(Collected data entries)
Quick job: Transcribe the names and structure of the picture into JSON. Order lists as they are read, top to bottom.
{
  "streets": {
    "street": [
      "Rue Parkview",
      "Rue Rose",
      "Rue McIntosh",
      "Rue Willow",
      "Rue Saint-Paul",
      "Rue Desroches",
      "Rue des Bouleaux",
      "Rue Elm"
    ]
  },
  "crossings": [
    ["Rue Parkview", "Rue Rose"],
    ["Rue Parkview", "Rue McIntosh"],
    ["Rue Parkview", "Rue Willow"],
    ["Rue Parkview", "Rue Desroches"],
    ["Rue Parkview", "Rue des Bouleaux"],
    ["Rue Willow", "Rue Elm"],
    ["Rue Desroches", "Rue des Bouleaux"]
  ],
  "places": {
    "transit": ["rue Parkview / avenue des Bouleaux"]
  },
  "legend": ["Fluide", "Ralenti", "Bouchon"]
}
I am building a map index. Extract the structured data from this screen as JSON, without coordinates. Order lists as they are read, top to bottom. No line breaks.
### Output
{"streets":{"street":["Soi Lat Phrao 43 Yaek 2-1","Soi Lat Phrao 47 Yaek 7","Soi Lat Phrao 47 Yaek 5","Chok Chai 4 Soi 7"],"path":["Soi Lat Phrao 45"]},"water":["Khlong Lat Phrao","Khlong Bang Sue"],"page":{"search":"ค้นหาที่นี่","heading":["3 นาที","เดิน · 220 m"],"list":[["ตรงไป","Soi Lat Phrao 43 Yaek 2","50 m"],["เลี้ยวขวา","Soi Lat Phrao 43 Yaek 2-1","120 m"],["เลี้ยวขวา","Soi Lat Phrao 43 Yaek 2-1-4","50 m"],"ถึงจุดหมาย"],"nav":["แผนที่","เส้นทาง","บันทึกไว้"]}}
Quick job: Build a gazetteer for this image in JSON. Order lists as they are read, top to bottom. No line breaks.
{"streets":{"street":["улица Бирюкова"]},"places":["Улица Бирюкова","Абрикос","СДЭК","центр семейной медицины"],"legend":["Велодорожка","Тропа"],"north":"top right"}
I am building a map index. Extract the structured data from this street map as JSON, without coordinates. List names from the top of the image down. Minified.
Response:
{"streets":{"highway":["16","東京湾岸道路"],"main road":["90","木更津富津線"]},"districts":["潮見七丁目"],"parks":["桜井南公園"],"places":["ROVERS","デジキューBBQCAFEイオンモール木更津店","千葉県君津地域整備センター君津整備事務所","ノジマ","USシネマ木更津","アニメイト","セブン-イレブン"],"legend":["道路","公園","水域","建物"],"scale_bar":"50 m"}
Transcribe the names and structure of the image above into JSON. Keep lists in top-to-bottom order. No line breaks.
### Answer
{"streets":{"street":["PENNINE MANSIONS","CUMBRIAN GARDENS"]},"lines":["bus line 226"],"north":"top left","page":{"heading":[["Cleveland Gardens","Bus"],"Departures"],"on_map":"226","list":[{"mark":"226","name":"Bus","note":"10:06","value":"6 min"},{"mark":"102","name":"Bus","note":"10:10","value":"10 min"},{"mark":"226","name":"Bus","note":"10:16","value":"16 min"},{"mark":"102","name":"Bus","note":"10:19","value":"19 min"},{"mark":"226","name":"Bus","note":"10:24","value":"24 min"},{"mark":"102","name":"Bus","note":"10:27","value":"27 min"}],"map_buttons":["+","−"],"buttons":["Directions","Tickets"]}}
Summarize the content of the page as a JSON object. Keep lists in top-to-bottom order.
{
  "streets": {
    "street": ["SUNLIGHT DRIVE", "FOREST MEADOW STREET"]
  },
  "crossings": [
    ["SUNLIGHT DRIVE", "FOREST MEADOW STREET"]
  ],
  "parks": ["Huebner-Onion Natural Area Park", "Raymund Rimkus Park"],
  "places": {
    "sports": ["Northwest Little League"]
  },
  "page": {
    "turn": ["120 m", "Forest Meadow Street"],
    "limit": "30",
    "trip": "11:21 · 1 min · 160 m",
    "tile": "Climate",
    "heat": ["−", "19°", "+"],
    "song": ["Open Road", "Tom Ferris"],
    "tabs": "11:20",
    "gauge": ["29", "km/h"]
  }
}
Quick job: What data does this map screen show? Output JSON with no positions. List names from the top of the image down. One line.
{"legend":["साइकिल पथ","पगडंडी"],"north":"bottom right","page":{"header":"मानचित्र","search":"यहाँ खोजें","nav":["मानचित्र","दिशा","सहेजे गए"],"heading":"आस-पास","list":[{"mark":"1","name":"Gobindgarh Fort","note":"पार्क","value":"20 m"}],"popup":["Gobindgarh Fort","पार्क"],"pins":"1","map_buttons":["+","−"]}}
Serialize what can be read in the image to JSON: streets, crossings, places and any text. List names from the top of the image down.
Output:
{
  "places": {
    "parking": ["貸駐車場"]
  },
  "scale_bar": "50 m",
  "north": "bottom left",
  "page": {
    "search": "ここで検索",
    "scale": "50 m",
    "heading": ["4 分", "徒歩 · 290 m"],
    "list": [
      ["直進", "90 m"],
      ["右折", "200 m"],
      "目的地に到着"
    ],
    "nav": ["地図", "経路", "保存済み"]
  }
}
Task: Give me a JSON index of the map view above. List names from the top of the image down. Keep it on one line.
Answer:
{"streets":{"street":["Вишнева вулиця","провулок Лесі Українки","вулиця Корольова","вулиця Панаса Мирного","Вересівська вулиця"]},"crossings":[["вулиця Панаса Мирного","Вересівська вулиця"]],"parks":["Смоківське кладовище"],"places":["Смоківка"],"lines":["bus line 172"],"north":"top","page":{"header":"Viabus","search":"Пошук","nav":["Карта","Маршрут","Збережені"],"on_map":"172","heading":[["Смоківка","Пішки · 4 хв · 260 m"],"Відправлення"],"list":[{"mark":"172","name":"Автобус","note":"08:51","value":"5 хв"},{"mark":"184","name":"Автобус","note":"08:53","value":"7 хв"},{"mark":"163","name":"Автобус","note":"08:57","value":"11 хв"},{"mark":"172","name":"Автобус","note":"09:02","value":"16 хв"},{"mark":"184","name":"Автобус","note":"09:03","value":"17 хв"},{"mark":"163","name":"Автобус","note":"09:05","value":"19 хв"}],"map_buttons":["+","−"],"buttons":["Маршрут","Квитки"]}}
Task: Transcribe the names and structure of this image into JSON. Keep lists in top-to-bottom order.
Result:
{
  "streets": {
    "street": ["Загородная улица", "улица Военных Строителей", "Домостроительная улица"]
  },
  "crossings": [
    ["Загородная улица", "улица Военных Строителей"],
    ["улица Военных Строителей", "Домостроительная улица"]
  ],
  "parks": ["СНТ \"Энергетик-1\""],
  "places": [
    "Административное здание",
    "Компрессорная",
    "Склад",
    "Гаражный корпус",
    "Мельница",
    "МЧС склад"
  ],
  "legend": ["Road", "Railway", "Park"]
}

▶ TASK TO CARRY OUT: Among the entries, how many lines hold the string "building"? Answer with a bare number.

▶ SOLUTION BELOW: 2